====== Supplied material ======

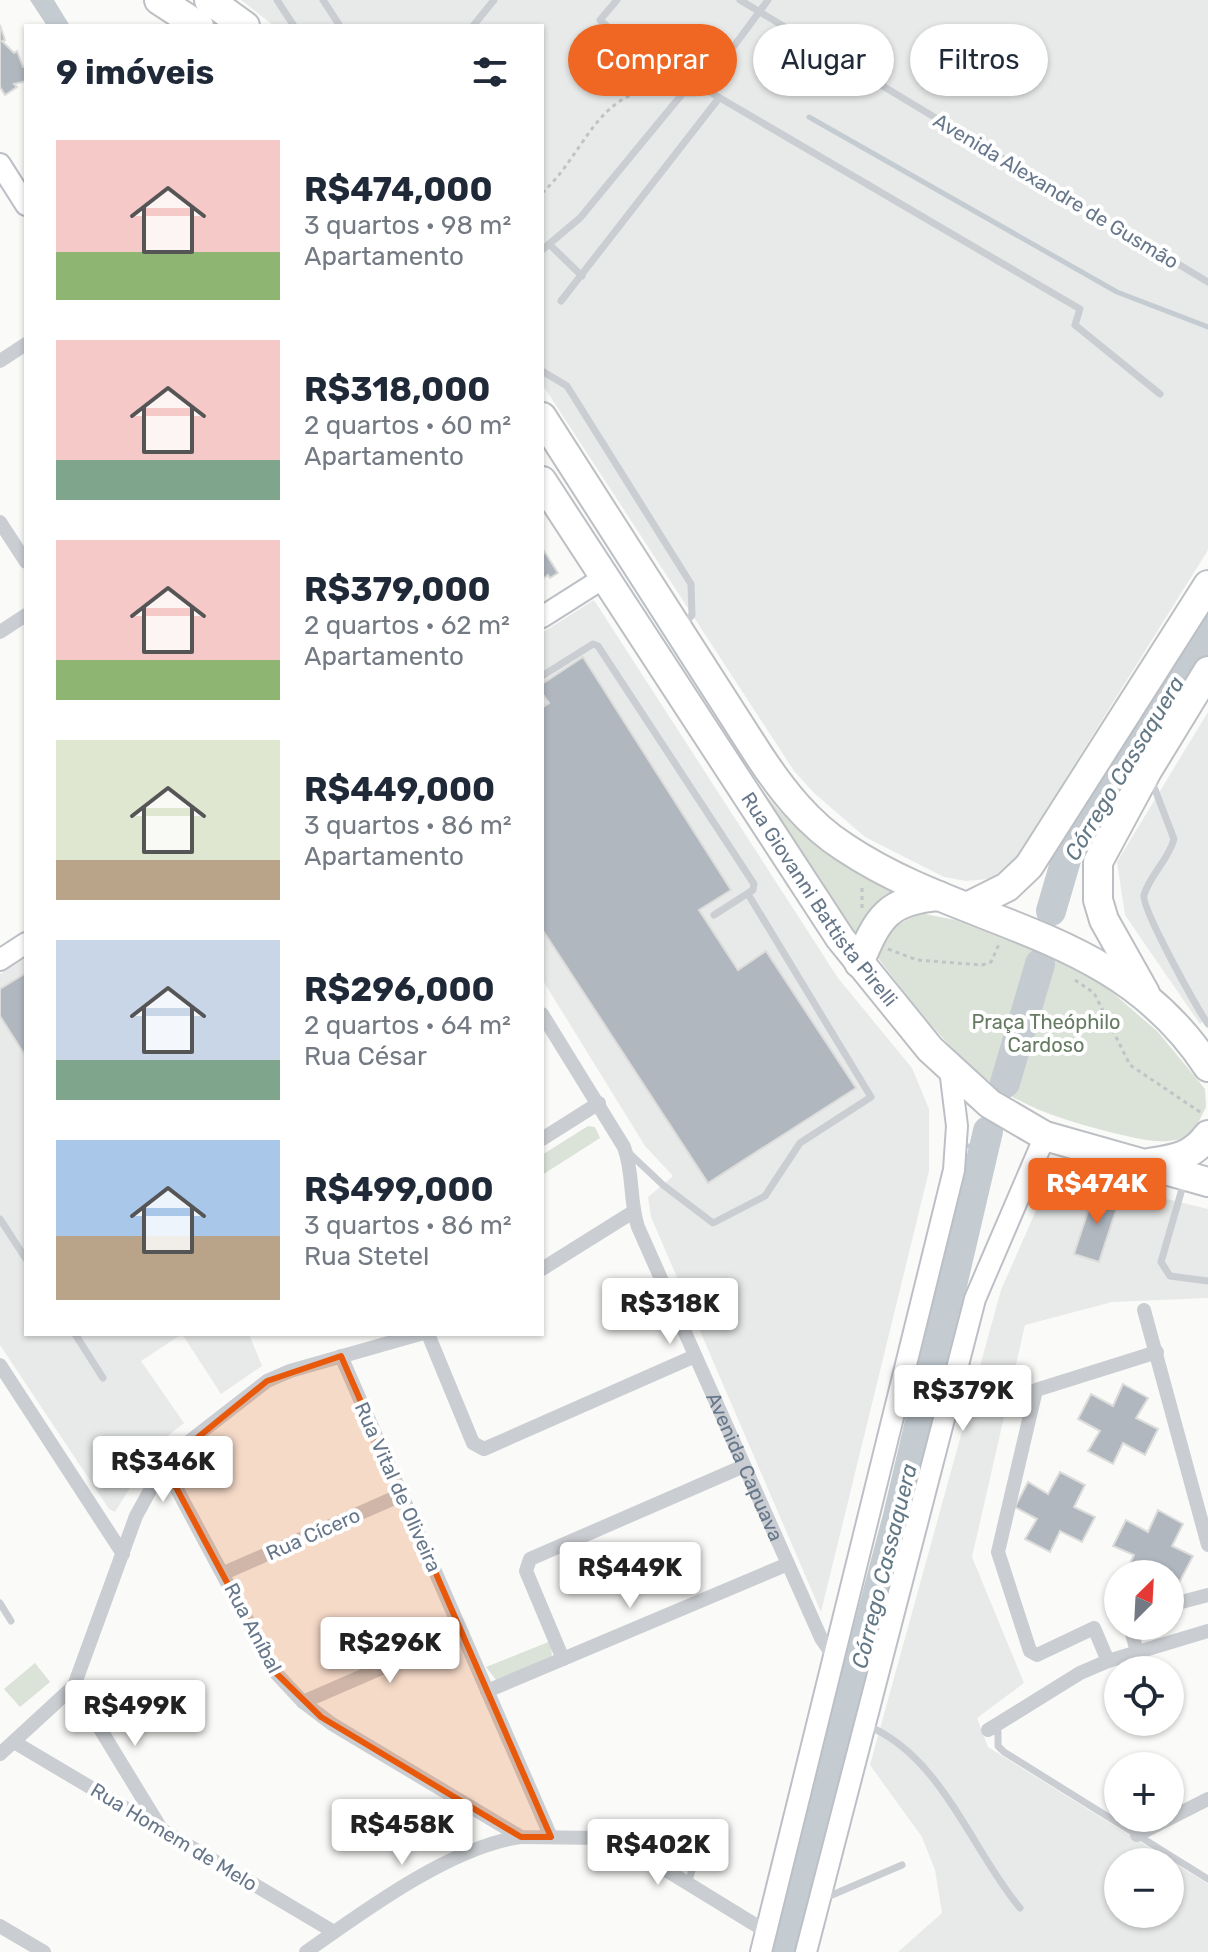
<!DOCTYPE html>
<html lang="pt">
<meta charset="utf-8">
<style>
:root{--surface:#fff;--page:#f6f6f7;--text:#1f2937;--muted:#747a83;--accent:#ef6722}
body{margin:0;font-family:Rubik,sans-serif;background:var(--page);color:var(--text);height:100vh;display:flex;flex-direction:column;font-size:30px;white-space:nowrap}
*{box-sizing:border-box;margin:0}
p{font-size:26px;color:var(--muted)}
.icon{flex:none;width:44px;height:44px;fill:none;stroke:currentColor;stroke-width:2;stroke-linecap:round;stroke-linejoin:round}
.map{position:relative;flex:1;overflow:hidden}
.panel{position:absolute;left:24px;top:24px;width:520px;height:1312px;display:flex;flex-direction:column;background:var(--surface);border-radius:0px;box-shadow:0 2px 6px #0004}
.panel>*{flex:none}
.banner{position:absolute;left:568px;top:24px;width:520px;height:72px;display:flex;gap:16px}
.needle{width:52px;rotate:24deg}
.controls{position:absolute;left:1104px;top:1560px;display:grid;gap:16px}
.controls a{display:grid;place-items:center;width:80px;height:80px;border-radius:50%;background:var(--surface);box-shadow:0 2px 6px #0004;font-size:40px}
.price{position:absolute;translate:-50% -68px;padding:0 18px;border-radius:8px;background:#fff;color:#222;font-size:26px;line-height:52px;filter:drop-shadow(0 2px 4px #0008)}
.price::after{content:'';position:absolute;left:50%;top:48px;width:24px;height:18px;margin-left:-12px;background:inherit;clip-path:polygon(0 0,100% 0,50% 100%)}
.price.active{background:var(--accent);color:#fff}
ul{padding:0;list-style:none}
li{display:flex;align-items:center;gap:24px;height:200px;padding:0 32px}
li span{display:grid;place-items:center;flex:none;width:224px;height:160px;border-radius:0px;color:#555}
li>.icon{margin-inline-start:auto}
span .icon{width:96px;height:96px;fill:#fffc;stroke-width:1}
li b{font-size:34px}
h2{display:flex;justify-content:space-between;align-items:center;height:96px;padding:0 32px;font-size:34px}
.tag{padding:0 28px;border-radius:36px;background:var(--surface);box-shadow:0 2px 6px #0004;font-size:28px;line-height:72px}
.tag.active{background:var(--accent);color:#fff}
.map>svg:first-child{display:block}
.built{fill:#e8e9e9;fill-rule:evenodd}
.green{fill:#dbe2d8}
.water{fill:#c4ccd2}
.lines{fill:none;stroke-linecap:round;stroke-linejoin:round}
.stream{stroke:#c4ccd2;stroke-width:5}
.river{stroke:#c4ccd2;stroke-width:30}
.building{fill:#b0b7bf;stroke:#dcdcda;stroke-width:2}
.secondary-casing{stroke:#bcc0c6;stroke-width:24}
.highway-casing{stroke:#bcbfc3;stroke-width:32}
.path{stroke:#c1c4c6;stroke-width:3;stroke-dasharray:4 4;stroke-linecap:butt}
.lane{stroke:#cacdd1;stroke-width:7}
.street{stroke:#cacdd1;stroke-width:14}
.secondary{stroke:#fff;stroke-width:20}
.highway{stroke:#fff;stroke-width:28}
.marked{fill:#e8590c;fill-opacity:0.2;stroke:#e8590c;stroke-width:6;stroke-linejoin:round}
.labels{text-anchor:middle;stroke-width:8;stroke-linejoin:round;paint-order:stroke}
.street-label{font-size:20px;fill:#67778b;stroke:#fff}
.park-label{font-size:20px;fill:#657b62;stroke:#fff}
.water-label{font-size:22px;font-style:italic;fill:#637885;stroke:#fff}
</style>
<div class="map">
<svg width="1208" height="1952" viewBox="0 0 1208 1952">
<rect width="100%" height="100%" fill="#fafaf8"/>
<g class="built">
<path d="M241,0H1208V550L1016,858L1004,870L988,879L966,881L944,877L865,837L814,793L794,771L542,384V26H274Z"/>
<path d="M594,600L838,978L912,1068L929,1109V1171L821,1612L651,1217L648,1197L673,1176L645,1146L542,979V633Z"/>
<path d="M1208,712V1017L1200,1024L1125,915L1117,862Z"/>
<path d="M26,958V1334H249L262,1366L221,1394L182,1334L141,1361L184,1423L164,1439L148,1459L115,1512L109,1509L0,1345V974Z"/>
<path d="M1049,1181L1104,1184L1208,1209V1298L1112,1302L1025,1325L972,1557L1024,1683L977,1718L988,1747L1208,1884V1952H898L942,1913L935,1870L922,1837L870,1765L1001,1290ZM1118,1862H1170V1914H1118Z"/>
</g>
<g class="green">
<path d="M762,790C796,835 844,868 894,893L870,911L857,938Z"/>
<path d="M920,913L955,920L1058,960L1106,987L1158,1032L1205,1089L1206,1107L1193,1133C1171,1147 1145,1140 1122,1135C1080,1125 1032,1112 997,1087C950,1054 913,1003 878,958L890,929Z"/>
<path d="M588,1126L595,1127L600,1138L542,1175V1155Z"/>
<path d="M551,1641L552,1659L496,1680L486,1667Z"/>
<path d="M35,1663L50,1682L20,1707L4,1689Z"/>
</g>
<path class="water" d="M30,0H54L70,26H47Z"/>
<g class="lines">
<g class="stream">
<path d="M809,117L1117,292L1208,327"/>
<path d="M969,1146L982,1148"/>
</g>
<g class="river">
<path d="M1051,911L1068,853L1208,629"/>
<path d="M1005,1083L1040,964"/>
<path d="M783,1952L898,1516L988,1131"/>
</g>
</g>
<g class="building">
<path d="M0,25L5,40L2,41L14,53L17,51L23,67L26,66V81L14,84L17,87L5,95L0,87Z"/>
<path d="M542,548L558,573L550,578L548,575L542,579Z"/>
<path d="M583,657L731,890L699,910L738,970L766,951L856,1088L708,1183L542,929V708L549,703L542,693V684Z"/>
<path d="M26,973V1057L0,1016V989Z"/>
<path d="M1095,1190L1120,1198L1099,1262L1074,1254Z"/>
<path d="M1123,1384L1148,1398L1136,1418L1158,1429L1145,1455L1123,1443L1113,1464L1088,1451L1100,1431L1078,1419L1091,1394L1113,1406Z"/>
<path d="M1060,1472L1085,1485L1074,1507L1095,1517L1082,1542L1060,1531L1050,1552L1025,1539L1037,1519L1015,1507L1028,1482L1048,1494Z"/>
<path d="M1158,1510L1183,1524L1172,1546L1193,1556L1180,1581L1160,1569L1156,1574H1125L1134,1555L1113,1546L1126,1520L1148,1532Z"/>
</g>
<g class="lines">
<defs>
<g id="secondary">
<path d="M0,164L26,205"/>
<path d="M542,617L605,577"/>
<path d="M0,960L26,943"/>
<path d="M761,1952L954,1170L957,1126L950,1069"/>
<path d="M806,1952L975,1299L1045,1136"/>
</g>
<g id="highway">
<path d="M159,0L199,26"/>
<path d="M209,0L245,26"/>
<path d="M542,417L758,754C781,789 808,824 844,847C966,929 1118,928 1208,1067"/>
<path id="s2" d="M542,481L840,938L930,1049L990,1104L1045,1136L1208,1182"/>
<path d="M969,906L1007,887L1029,866L1208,585"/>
<path d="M859,963C878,918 887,900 939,896"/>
<path d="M1145,993L1104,920L1098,900V862L1147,771L1208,671"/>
<path d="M1149,1163C1175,1159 1192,1157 1208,1135"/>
</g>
</defs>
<use href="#secondary" class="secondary-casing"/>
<use href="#highway" class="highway-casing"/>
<g class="path">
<path d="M542,193C585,154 594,95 659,87"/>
<path d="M862,908V884"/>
<path d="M888,949L917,960L982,965L991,962L1000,942"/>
<path d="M1075,980L1094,993L1130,1065L1203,1114"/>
</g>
<g class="lane">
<path d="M277,0L294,26"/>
<path d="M323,0L340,26"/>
<path d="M617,0L600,20L683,93H696L703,88L768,0"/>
<path d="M740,0L1208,282"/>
<path d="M473,26L494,0"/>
<path d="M703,88L1080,309L1075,325L1160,394"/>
<path d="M550,245L582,276"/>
<path d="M542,250L580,218L683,93"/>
<path d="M561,301L719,98"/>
<path d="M542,371L567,386L691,584L692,615L683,626"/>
<path d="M542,676L593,644L598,646L754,884L753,890L714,915"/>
<path d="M1151,779L1174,839C1169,859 1150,875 1144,895C1141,908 1197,1008 1208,1024"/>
<path d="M628,1152L663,1185L713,1223L765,1196L800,1143L871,1097L748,894"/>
<path d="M1184,1182L1161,1262L1170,1276L1208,1281"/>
<path d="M0,1219L26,1259"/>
<path d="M75,1334L103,1378"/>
<path d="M0,1603L11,1621"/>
<path d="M866,1725C942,1756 970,1848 1020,1908"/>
<path d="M991,1731L998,1732V1746L1004,1752L1208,1879"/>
<path d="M688,1884L692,1870"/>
<path d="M825,1898L902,1865"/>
</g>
<g class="street">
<path d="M0,361L26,344"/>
<path d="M0,522L26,562"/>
<path d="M0,632L26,615"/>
<path id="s1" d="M542,1014L624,1147C634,1174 629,1200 638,1227L821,1638L836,1660"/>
<path d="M542,1139L599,1103"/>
<path d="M542,1269L633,1212"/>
<path d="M1144,1310L1208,1545"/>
<path d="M428,1334L473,1443L484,1449L695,1356"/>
<path d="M341,1356L551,1837"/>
<path d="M0,1365L123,1554"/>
<path d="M164,1465L275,1672L303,1702L332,1724L521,1837L602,1838L622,1843L767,1932"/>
<path d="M224,1573L401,1495"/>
<path d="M1170,1605L1208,1595"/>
<path d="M1130,1626L1137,1652"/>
<path d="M563,1659L526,1571L530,1559L744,1466"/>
<path d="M1108,1661L1094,1628L1037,1655L1030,1651L998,1552L1036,1390L1157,1352"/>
<path d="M74,1686L160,1827"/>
<path d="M487,1691L788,1564"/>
<path d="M303,1702L462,1633"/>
<path d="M988,1730L1080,1673L1108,1661L1208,1631"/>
<path d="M14,1742L334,1932"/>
<path d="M0,1754L74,1686L136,1516L164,1465L177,1451L267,1381L290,1371L420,1334"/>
<path d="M1137,1835L1208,1799"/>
<path d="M0,1926L44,1952"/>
<path d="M306,1952C364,1911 452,1846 521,1837"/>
</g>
<use href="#secondary" class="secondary"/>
<use href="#highway" class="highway"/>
</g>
<path class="marked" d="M341,1356L551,1837H521L321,1717L275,1672L164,1465L267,1381Z"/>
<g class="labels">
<g class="street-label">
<text transform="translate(1056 191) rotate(31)" y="7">Avenida Alexandre de Gusmão</text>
<text dy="7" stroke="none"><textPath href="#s2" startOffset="502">Rua Giovanni Battista Pirelli</textPath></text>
<text dy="7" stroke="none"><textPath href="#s1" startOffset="500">Avenida Capuava</textPath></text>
<text transform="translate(398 1487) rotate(66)" y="7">Rua Vital de Oliveira</text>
<text transform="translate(313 1534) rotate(-24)" y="7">Rua Cícero</text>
<text transform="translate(253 1628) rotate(62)" y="7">Rua Aníbal</text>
<text transform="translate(174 1837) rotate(31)" y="7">Rua Homem de Melo</text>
</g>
<g class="park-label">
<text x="1046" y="1029">Praça Theóphilo<tspan x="1046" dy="23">Cardoso</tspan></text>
</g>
<g class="water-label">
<text transform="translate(1124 768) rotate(-59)" y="8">Córrego Cassaquera</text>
<text transform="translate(884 1566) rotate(-76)" y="8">Córrego Cassaquera</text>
</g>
</g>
</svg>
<div class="controls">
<a><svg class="needle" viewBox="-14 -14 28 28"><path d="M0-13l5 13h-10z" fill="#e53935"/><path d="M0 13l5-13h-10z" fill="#747a83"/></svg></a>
<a><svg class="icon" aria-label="locate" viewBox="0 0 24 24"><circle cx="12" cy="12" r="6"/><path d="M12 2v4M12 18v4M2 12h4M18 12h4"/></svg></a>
<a>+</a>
<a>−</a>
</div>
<b class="price active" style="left:1097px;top:1226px">R$474K</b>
<b class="price" style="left:670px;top:1346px">R$318K</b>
<b class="price" style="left:963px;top:1433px">R$379K</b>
<b class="price" style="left:163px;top:1504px">R$346K</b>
<b class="price" style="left:630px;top:1610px">R$449K</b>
<b class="price" style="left:390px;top:1685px">R$296K</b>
<b class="price" style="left:135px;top:1748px">R$499K</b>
<b class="price" style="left:402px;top:1867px">R$458K</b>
<b class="price" style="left:658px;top:1887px">R$402K</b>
<div class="banner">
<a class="tag active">Comprar</a>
<a class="tag">Alugar</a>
<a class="tag">Filtros</a>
</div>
<section class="panel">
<h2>9 imóveis<svg class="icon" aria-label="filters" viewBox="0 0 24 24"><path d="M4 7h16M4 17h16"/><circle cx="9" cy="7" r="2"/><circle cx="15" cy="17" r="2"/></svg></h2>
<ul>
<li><span style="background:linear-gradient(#f6c9c9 70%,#8fb573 0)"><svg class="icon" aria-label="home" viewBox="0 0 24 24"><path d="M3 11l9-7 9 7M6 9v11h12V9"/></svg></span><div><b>R$474,000</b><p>3 quartos · 98 m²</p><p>Apartamento</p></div></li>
<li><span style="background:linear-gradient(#f6c9c9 75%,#7fa58c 0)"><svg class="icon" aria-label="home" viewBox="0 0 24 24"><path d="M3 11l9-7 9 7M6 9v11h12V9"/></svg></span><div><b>R$318,000</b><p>2 quartos · 60 m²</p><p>Apartamento</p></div></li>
<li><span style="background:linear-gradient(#f6c9c9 75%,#8fb573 0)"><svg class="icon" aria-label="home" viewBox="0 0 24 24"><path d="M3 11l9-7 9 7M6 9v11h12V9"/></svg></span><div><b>R$379,000</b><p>2 quartos · 62 m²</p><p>Apartamento</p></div></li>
<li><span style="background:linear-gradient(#dfe7d0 75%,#b9a48a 0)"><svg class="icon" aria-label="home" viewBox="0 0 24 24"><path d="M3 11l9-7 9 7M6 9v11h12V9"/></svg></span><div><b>R$449,000</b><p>3 quartos · 86 m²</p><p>Apartamento</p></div></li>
<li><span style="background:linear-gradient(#c9d6e8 75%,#7fa58c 0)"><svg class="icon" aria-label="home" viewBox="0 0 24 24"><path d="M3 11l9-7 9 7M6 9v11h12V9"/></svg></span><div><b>R$296,000</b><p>2 quartos · 64 m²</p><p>Rua César</p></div></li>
<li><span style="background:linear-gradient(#a9c7e8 60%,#b9a48a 0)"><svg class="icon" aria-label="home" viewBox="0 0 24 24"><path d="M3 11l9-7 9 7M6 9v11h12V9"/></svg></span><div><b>R$499,000</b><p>3 quartos · 86 m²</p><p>Rua Stetel</p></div></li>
</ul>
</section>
</div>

======

**Work to be completed:** Would you copy every line from the listing above that has the string "linejoin" in it?

**Solution to this problem:**
.icon{flex:none;width:44px;height:44px;fill:none;stroke:currentColor;stroke-width:2;stroke-linecap:round;stroke-linejoin:round}
.lines{fill:none;stroke-linecap:round;stroke-linejoin:round}
.marked{fill:#e8590c;fill-opacity:0.2;stroke:#e8590c;stroke-width:6;stroke-linejoin:round}
.labels{text-anchor:middle;stroke-width:8;stroke-linejoin:round;paint-order:stroke}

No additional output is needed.